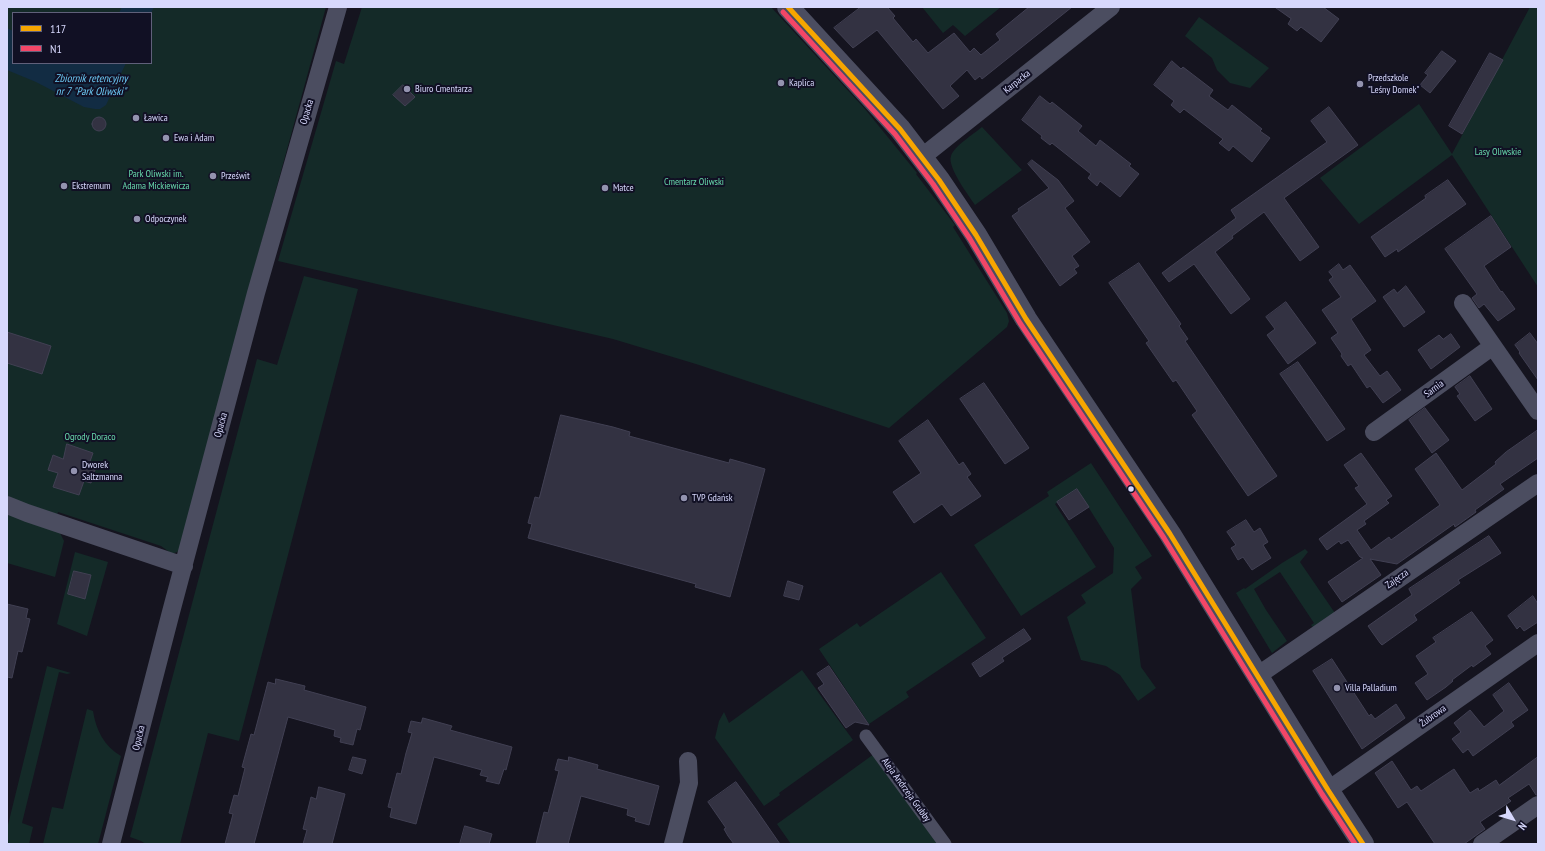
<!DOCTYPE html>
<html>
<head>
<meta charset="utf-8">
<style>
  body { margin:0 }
  #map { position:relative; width:1545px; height:851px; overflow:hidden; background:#15141f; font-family:"PT Sans Narrow",sans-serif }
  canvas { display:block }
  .frame { position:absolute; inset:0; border:8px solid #d7d8fc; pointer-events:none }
  .legend { position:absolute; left:12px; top:12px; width:140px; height:52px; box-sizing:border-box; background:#111024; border:1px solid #60607a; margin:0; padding:5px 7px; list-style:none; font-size:12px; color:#d7d8fc }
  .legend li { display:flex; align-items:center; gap:8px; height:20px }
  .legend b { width:20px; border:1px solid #60607a }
  .north { position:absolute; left:1493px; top:799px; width:40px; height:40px; -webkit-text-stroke:3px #111024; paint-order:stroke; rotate:128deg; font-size:11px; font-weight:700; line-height:16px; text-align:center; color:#d7d8fc }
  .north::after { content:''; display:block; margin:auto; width:14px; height:18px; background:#d7d8fc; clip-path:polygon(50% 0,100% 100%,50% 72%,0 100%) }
</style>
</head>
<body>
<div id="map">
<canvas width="1545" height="851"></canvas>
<div class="frame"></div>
<ul class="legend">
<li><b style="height:5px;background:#f7a600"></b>117</li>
<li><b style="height:5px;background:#f34667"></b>N1</li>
</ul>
<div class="north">N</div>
</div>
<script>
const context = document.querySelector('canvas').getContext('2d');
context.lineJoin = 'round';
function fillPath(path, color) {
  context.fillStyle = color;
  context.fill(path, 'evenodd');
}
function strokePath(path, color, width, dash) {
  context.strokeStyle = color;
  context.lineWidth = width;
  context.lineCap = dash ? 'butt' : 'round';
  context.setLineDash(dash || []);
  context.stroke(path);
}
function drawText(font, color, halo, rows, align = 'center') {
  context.font = font + ' "PT Sans Narrow",sans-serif';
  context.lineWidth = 4;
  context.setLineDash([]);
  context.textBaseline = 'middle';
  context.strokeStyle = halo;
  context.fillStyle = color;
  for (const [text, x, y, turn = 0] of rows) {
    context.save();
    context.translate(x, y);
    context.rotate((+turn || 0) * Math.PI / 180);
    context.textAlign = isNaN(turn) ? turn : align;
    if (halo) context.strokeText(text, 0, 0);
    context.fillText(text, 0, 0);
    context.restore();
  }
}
fillPath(new Path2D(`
  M7,7H326L257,259L179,551L172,554L161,546L58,512L53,529L60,533L64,541L55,577L7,563ZM13,13H151V63H13Z
  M362,7H771L865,109L917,173L916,174L955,225L953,227L1007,313L1009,321L1007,327L889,428L696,364L613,339L278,261L336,61L344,64Z
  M922,7H1001L965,36L953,25L943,33Z
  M1530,7H1538V287L1452,155L1359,224L1320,178L1419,104L1452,154Z
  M1199,17L1269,68L1250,88L1230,83L1217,70L1212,58L1185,36Z
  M982,127L1022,170L975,205C969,196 947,167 951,156C954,146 974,134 982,127Z
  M304,276L358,289L239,741L208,733L180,844H146L141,841L130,837L257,359L277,365Z
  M1091,463L1152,556L1135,567L1142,578L1131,589L1141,667L1156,688L1138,701L1120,675L1106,666L1081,660L1067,617L1086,603L1081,595L1113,573L1114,548L1077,489L1055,504L1096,567L1021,616L974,545L1049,496L1047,492Z
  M1305,549L1308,552L1300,562L1337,616L1315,629L1311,625L1314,623L1280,572L1254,589L1266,610L1287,641L1272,653L1236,593L1244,588L1245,589L1282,563Z
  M75,552L108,562L87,636L57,624Z
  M941,572L986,638L906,692L909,697L869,724L819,649L857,623L860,627Z
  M47,666L71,673L67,674L59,672L22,823L33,827L29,844H7V829Z
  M802,670L853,740L779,793L780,795L764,806L715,738L719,721L724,712L729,723Z
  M87,709L93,711C96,730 104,746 121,756L98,844H43L52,807L63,809Z
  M874,754L939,844H791L777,824Z`), '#142a28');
fillPath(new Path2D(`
  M122,7H154L151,13H119Z
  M7,28L13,31V63H126L106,105L100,109H95L84,107L36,82L7,70Z`), '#122c43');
const building = new Path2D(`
  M861,7H887L895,16L893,18L913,42L916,39L928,53L954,33L970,52L974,48L981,55L1000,40L996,34L1029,7H1072L982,79L980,76L975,80L967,70L950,86L959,96L943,109L877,30L853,48L834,28Z
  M1275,7H1323L1339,19L1321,42L1301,27L1297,31L1288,24L1291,19Z
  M1442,51L1456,61L1430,93L1420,85L1428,75L1425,73Z
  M1490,53L1503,60L1462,134L1449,126Z
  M1172,61L1181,69L1183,67L1213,90L1209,96L1228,110L1232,105L1262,129L1260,131L1270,138L1252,162L1233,146L1229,151L1219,143L1223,139L1184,109L1180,113L1171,105L1174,101L1154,85Z
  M403,85L415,97L405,106L393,95Z
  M1040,96L1050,104L1052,102L1082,126L1078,131L1096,146L1100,140L1131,164L1129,166L1139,174L1120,197L1100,181L1097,186L1088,178L1091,174L1052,143L1050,145L1041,138L1042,136L1022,120Z
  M1329,107L1358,145L1284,198L1319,247L1300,261L1264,212L1232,236L1233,238L1215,252L1250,299L1231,314L1194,264L1169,282L1162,273L1236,218L1231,210L1327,142L1311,121Z
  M92 124a7 7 0 1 1 14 0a7 7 0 1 1-14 0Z
  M1032,160L1058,180L1074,201L1065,208L1090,242L1072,256L1079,266L1074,269L1077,273L1060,286L1012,216L1019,211L1018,209L1049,188L1028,164Z
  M1448,180L1466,204L1398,252L1397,249L1385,257L1371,237L1426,198L1425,196Z
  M1491,216L1511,247L1484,266L1501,292L1502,291L1515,309L1498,321L1484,304L1479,308L1472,298L1477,294L1445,249Z
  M1139,263L1181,324L1179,326L1188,339L1185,341L1277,476L1248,496L1192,415L1197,411L1176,380L1173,382L1146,343L1149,341L1109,283Z
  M1339,264L1343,270L1350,265L1376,301L1351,319L1371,350L1364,355L1380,376L1387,371L1401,390L1383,403L1370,386L1367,388L1351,364L1348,366L1341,356L1342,354L1331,338L1338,333L1322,310L1341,297L1329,280L1333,277L1329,272Z
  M1406,286L1425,312L1404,327L1383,297L1394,289L1397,293Z
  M1286,302L1316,343L1288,364L1267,335L1275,329L1266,317Z
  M7,332L51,346L42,374L7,363Z
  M1530,333L1538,344V380L1519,353L1520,352L1515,345Z
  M1451,334L1460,347L1431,369L1418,350L1439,335L1443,339Z
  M1298,362L1345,429L1327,441L1280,374Z
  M1470,376L1492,409L1475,421L1457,396L1460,394L1455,387Z
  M984,383L1029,448L1005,464L960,399Z
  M1425,408L1449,440L1432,453L1409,420Z
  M561,415L613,427L630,432L629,436L729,463L730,459L765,469L730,597L695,587L696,584L528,538L532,524L528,523L535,497L539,498Z
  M928,420L959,465L963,462L971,474L967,477L981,496L951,516L942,504L914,523L893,492L921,473L899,441Z
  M1538,430V458L1500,484L1504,489L1475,510L1476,512L1455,527L1454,524L1397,564L1370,559L1381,575L1342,602L1328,582L1363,558L1360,557L1348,540L1341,544L1339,541L1327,550L1319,539L1367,504L1355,488L1359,486L1344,465L1361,453L1392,496L1386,500L1389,503L1364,521L1366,524L1357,530L1371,550L1389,537L1391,540L1440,505L1415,469L1436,453L1462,490L1496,464L1495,462L1506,452Z
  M67,444L93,453L88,467L95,470L91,483L84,481L79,495L53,487L58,473L48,470L53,455L63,459Z
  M1077,489L1089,507L1069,520L1057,502Z
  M1246,520L1254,532L1260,528L1268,542L1263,545L1271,558L1252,570L1243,557L1238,560L1231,548L1236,545L1227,532Z
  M1489,536L1501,553L1458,580L1460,583L1414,615L1417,620L1382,645L1380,643L1368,626L1412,595L1409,589Z
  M74,571L91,575L85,599L68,594Z
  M788,581L803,586L799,600L784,596Z
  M1533,596L1538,604V622L1524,631L1520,626L1517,629L1508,616Z
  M7,604L28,609L26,618L30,619L22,652L18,651L12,678L7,677Z
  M1472,612L1493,640L1485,646L1491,654L1473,667L1472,665L1452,680L1453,681L1446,687L1427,700L1415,683L1428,674L1416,656L1436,642L1433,638Z
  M1024,629L1031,639L1002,658L1004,661L980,677L972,664Z
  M1332,659L1369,716L1371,714L1375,719L1396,704L1405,718L1362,749L1313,671Z
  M829,666L850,697L869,725L855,722L846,728L818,688L824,684L817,674Z
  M276,679L305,686L304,690L366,707L360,730L357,729L353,745L340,742L341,738L334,736L335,730L288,717L254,844H225L233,814L229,813L234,795L238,796L245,768L242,767L251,734L254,735L268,682L275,684Z
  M1509,683L1528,710L1511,722L1514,726L1473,756L1468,749L1463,753L1452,739L1461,732L1454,723L1470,710L1484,727L1504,711L1493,695Z
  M423,718L452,726L450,730L512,747L506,770L504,769L499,784L486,781L488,777L480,775L482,770L434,757L416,824L390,817L392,808L388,807L397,773L401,774L406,753L412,733L408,732L411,721L421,723Z
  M353,757L366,760L362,774L349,770Z
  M569,757L598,765L597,769L659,786L649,825L635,821L636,818L627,815L628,809L581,796L568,844H536L544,812L548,813L559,771L555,770L558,759L568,761Z
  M1538,757V795H1536L1529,784L1508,798L1511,801L1480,822L1485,829L1464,844H1435L1407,802L1398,808L1375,773L1392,761L1411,790L1417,786L1421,791L1454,769L1470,793L1478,788L1479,791L1496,780L1499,785Z
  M736,782L755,808L780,844H734L728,836L724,829L726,828L708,802Z
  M319,787L345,794L332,844H303L307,830L303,829L311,797L316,799Z
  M465,826L492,834L489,844H460Z`);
fillPath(building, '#333242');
strokePath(building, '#414053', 1);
strokePath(new Path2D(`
  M866,736L945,844`), '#4b4d60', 13);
strokePath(new Path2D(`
  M922,157L1111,7
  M1463,303L1538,411
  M1374,432L1493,346
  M7,505L27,513L184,566
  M1257,676L1538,483
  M1328,790L1538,643
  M111,844L171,612L256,293L338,7
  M673,844L689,783L688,761
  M1482,844L1538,805`), '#4b4d60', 18);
strokePath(new Path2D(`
  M788,7L900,129L939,180L976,235L1026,319L1170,534L1328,790L1363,844`), '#4b4d60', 22);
strokePath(new Path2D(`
  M788,7L900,129L939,180L976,235L1026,319L1170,534L1328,790L1363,844`), '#f7a600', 5);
strokePath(new Path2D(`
  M783,12L895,134L933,184L970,239L1020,323L1164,538L1322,794L1355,844`), '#f34667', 5);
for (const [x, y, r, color] of [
  [781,83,4,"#9393af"],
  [1360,84,4,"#9393af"],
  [407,89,4,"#9393af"],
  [136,118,4,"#9393af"],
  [166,138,4,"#9393af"],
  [213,176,4,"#9393af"],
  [64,186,4,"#9393af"],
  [605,188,4,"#9393af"],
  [137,219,4,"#9393af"],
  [74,471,4,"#9393af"],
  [1131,489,3.5,"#d7d8fc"],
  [684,498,4,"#9393af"],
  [1337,688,4,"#9393af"]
]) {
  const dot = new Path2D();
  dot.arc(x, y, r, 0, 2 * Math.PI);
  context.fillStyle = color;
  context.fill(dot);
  strokePath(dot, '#111024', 1.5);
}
drawText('10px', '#d7d8fc', '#111024', [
  ["Przedszkole",1368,78],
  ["\"Leśny Domek\"",1368,90],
  ["Kaplica",789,83],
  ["Biuro Cmentarza",415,89],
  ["Ławica",144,118],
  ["Ewa i Adam",174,138],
  ["Prześwit",221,176],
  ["Ekstremum",72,186],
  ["Matce",613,188],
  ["Odpoczynek",145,219],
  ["Dworek",82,465],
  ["Saltzmanna",82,477],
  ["TVP Gdańsk",692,498],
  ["Villa Palladium",1345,688]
], 'left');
drawText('10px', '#d7d8fc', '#111024', [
  ["Karpacka",1017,82,-39],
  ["Opacka",307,112,-74],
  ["Sarnia",1434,389,-36],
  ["Opacka",221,425,-75],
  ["Zajęcza",1397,579,-35],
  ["Żubrowa",1433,716,-35],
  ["Opacka",139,738,-76],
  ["Aleja Andrzeja Grubby",906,790,54]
]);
drawText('10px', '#67d8ab', '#111024', [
  ["Lasy Oliwskie",1498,152],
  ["Park Oliwski im.",156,174],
  ["Adama Mickiewicza",156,186],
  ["Cmentarz Oliwski",694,182],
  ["Ogrody Doraco",90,437]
]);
drawText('italic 11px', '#6ccaf5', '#111024', [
  ["Zbiornik retencyjny",91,79],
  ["nr 7 \"Park Oliwski\"",91,92]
]);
</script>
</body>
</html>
# # # #
_DIRECTIONS_. Set down, from the entries above, exactly the lines from the one with "context.lineWidth = 4;" up to and including the one with "M1530,7H1538V287L1452,155L1359,224L1320,178L1419,104L1452,154Z", and no other lines.

_YOUR RESPONSE_.
  context.lineWidth = 4;
  context.setLineDash([]);
  context.textBaseline = 'middle';
  context.strokeStyle = halo;
  context.fillStyle = color;
  for (const [text, x, y, turn = 0] of rows) {
    context.save();
    context.translate(x, y);
    context.rotate((+turn || 0) * Math.PI / 180);
    context.textAlign = isNaN(turn) ? turn : align;
    if (halo) context.strokeText(text, 0, 0);
    context.fillText(text, 0, 0);
    context.restore();
  }
}
fillPath(new Path2D(`
  M7,7H326L257,259L179,551L172,554L161,546L58,512L53,529L60,533L64,541L55,577L7,563ZM13,13H151V63H13Z
  M362,7H771L865,109L917,173L916,174L955,225L953,227L1007,313L1009,321L1007,327L889,428L696,364L613,339L278,261L336,61L344,64Z
  M922,7H1001L965,36L953,25L943,33Z
  M1530,7H1538V287L1452,155L1359,224L1320,178L1419,104L1452,154Z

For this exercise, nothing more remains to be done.